Virtual Reality Technology Development Timeline

Virtual reality has evolved from science fiction to one of the most entertaining and educational platforms available. But the ascension of virtual realities hasn’t been as quick as many believe; there have been decades of labour-intensive research and development projects behind contemporary VR systems. While the pursuit of computer-generated, immersive worlds has been significantly accelerated in the past decade or two, centuries of innovation have paved the way for modern systems.

With virtual reality reaching mass consumer adoption, more money will flow towards innovating and improving the technologies behind them.

To fully understand where the technology trend is leading, it’s helpful to look at the progress that’s been made up to this point. Understanding the history of virtual reality provides an appreciation for the art and science that’s gone into its rise and identifies opportunities to further develop the technology. From panoramic paintings, to early-stage flight simulators, to the gaming industry, and finally to the wide range of practical uses it has today, virtual reality has come a long way and will continue to amass even more valuable applications.

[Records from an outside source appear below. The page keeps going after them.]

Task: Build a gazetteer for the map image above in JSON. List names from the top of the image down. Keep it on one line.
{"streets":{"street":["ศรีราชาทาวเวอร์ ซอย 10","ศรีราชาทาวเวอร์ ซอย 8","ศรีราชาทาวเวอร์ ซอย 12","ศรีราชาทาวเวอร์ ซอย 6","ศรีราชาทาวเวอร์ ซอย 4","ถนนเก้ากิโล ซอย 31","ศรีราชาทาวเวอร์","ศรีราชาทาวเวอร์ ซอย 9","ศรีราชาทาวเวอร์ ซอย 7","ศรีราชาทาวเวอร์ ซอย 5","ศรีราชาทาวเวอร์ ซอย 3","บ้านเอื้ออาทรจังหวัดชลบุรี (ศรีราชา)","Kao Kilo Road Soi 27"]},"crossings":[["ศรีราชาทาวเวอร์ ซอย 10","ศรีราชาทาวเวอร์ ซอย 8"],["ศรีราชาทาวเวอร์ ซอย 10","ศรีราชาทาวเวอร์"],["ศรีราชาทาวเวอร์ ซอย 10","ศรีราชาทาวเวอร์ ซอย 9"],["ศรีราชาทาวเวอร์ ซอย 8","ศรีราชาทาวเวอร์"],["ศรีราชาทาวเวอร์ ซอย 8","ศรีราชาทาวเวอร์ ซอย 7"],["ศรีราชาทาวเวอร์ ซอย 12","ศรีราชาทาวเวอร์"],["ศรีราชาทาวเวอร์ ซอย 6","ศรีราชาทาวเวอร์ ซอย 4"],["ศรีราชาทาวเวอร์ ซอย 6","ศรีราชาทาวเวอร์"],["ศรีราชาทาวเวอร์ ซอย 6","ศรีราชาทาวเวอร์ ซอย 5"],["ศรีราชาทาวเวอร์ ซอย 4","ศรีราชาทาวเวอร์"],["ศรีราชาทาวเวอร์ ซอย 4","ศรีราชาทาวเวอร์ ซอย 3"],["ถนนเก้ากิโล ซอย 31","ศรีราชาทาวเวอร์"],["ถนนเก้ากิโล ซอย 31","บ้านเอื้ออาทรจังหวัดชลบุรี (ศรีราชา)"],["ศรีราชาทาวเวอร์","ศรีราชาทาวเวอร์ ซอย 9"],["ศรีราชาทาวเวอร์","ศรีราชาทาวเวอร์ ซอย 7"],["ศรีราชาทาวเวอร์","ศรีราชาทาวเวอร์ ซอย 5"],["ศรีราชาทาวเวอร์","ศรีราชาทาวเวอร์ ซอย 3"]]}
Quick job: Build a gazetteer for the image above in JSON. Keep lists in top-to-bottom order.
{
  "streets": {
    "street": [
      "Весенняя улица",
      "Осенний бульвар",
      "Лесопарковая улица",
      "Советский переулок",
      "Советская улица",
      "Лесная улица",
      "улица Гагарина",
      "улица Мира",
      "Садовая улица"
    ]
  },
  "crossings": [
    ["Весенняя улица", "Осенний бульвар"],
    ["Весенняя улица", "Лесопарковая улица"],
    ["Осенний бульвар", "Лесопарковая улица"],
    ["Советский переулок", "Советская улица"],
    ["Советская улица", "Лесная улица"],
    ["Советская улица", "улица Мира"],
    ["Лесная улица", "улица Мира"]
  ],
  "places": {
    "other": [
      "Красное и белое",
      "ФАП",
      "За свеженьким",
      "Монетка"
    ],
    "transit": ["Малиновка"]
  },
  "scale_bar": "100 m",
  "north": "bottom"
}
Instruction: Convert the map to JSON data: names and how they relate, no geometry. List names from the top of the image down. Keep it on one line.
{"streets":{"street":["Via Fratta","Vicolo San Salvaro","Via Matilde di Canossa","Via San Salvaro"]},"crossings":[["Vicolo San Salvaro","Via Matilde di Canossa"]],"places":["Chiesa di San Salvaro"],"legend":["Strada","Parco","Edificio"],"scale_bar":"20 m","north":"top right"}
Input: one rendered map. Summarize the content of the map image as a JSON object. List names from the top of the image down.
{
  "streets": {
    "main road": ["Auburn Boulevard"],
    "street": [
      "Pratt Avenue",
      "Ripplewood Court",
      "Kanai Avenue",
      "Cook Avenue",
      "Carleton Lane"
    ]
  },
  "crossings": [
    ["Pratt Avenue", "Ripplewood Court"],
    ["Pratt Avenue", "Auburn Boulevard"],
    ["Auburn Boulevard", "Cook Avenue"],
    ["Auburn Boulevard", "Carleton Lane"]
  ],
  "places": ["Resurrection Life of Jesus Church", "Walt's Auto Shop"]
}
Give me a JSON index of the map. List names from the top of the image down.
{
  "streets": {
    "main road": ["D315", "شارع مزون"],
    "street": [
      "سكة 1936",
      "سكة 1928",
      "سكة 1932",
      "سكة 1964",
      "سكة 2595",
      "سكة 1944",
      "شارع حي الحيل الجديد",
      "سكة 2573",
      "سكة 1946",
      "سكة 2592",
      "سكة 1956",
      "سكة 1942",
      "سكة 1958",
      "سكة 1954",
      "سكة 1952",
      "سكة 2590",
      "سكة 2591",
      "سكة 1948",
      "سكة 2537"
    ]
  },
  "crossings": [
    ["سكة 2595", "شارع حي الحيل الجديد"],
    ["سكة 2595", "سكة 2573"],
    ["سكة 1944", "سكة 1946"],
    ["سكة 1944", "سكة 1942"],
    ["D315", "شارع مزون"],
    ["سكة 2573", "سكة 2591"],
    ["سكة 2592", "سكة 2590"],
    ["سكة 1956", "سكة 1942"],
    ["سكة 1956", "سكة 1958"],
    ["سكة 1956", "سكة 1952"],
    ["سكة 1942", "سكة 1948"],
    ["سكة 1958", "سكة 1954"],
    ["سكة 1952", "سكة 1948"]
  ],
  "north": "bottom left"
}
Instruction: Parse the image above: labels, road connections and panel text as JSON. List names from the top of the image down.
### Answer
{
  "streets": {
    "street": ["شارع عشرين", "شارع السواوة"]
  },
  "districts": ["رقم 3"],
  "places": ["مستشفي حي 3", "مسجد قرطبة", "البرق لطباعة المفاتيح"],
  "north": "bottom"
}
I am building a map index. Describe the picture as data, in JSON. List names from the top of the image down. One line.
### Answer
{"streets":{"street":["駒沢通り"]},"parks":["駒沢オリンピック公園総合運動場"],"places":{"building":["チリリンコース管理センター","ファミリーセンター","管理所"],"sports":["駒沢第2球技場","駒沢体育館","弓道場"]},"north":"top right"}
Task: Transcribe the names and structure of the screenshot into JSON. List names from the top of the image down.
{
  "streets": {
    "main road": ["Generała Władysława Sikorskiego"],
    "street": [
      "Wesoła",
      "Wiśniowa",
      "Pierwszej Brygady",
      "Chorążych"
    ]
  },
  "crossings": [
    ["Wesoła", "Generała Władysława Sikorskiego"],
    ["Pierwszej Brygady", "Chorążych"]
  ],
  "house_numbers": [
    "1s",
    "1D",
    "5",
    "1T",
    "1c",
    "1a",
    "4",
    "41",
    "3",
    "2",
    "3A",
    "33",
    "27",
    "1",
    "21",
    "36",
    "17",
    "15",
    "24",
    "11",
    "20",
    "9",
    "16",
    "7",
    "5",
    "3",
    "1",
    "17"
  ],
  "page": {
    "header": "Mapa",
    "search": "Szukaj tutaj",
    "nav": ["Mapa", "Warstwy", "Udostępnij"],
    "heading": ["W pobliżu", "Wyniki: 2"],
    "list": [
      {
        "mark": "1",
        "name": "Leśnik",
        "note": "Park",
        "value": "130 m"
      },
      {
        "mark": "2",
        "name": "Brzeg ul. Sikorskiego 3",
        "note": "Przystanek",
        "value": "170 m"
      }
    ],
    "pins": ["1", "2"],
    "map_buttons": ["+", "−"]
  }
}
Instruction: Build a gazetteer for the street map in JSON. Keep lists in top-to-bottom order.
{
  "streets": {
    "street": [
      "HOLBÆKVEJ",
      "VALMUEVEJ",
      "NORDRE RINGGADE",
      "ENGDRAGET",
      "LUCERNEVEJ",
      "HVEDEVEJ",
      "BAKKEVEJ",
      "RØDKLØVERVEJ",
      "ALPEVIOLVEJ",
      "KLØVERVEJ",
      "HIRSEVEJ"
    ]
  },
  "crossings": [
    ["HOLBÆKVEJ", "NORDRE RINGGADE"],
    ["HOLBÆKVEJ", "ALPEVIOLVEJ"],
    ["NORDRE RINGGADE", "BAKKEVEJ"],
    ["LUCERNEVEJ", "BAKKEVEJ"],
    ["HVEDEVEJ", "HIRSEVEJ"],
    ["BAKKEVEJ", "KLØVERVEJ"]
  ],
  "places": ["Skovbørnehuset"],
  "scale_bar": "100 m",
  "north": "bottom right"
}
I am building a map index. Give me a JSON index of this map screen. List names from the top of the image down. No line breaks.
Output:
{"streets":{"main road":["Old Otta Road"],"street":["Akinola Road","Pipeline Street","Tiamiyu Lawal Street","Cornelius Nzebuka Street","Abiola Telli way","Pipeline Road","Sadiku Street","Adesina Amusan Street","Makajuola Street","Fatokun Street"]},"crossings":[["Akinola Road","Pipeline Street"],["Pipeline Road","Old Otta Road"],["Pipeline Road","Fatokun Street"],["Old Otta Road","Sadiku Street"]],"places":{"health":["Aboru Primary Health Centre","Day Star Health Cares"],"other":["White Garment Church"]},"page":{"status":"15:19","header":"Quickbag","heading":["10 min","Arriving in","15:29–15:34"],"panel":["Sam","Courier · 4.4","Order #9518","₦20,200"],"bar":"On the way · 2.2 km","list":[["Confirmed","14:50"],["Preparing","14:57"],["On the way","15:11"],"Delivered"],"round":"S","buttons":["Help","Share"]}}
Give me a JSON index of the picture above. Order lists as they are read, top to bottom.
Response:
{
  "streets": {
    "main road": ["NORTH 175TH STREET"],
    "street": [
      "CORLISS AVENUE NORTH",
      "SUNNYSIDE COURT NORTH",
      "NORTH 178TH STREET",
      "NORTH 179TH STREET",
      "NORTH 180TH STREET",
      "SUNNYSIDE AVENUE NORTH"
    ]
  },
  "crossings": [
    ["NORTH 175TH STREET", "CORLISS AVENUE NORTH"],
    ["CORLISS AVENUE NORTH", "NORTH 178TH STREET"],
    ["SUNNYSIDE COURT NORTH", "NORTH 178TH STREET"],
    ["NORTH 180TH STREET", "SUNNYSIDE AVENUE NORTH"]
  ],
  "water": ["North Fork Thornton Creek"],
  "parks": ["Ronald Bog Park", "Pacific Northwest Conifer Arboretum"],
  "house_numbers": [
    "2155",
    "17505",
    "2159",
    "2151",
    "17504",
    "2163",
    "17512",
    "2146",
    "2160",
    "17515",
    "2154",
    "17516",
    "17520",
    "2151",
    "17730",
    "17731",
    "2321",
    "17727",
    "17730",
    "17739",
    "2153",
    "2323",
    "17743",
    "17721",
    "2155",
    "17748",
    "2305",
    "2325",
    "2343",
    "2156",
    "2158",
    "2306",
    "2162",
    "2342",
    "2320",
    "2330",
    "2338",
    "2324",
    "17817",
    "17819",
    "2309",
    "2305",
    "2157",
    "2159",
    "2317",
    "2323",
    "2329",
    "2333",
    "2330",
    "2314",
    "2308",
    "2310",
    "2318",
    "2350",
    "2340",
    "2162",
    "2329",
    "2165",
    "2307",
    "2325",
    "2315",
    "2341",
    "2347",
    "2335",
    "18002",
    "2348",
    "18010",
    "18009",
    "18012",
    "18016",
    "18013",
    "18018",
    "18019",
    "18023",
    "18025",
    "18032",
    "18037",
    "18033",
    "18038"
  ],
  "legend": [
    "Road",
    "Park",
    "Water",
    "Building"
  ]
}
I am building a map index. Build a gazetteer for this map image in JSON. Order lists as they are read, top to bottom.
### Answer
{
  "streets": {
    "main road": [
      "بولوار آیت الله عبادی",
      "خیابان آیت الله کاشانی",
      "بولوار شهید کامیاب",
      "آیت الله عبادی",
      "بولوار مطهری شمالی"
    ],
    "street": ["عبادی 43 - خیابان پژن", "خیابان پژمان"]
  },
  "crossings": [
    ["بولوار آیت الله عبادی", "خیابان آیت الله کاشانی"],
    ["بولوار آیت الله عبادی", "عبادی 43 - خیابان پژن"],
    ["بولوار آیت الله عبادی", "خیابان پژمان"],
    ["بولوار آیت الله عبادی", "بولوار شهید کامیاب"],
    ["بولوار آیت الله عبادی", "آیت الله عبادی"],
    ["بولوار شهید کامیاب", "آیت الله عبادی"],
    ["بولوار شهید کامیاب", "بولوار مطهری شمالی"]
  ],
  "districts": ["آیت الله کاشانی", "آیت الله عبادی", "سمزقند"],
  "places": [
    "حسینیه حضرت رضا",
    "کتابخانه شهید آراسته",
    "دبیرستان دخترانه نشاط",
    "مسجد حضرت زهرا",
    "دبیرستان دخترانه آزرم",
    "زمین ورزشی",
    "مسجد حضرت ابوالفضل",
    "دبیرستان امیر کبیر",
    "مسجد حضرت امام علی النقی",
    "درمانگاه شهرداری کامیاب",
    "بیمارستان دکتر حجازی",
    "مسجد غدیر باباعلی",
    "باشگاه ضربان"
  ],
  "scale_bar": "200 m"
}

A Brief History of Virtual Reality

The pioneers of virtual reality understood that it would one day be possible to see and feel worlds around us that weren’t physically there. They understood that the mind is a powerful tool that, given the right sensory input, could give users an extreme emotional response that overpowers perception of their environment. But how did it all start, and how has it evolved to become the cutting-edge platform that’s becoming mainstream today?

Early Concepts

In the nineteenth century, prior to the conceptualization of virtual reality, artwork was the only way people could envision people, places, or things that were not unfolding in real-time in front of them. Artists progressed from smaller works to 360-degree murals (or panoramic paintings) that were intended to fill the viewer’s entire field of vision, making them feel present at some historical event or scene.

The scientific building blocks for virtual reality started forming in 1838 when Charles Wheatstone’s research demonstrated that the brain processes two-dimensional images from each eye into a three-dimensional object. Viewing two side-by-side stereoscopic images or photos through a stereoscope gave the user a sense of depth and immersion.

Early Development

Created in 1929 and patented in 1931, the “Link Trainer” became the first commercial flight simulator. Entirely electromechanical, it contained a motor-controlled rudder and steering column that modified pitch and roll. Another small device created the feeling of turbulence-like disturbances. This revolutionary training aid was sold to the United States military and during World War II, over 500,000 pilots used the system to develop better flight skills.

Published in 1935, Pygmalion’s Spectacles was the first-ever science fiction work that contained the idea of eye goggles that let the wearer view, smell, taste, and touch a virtual world. This vision of the future kick-started the technological progression of innovations that would enable virtual reality as we know it today.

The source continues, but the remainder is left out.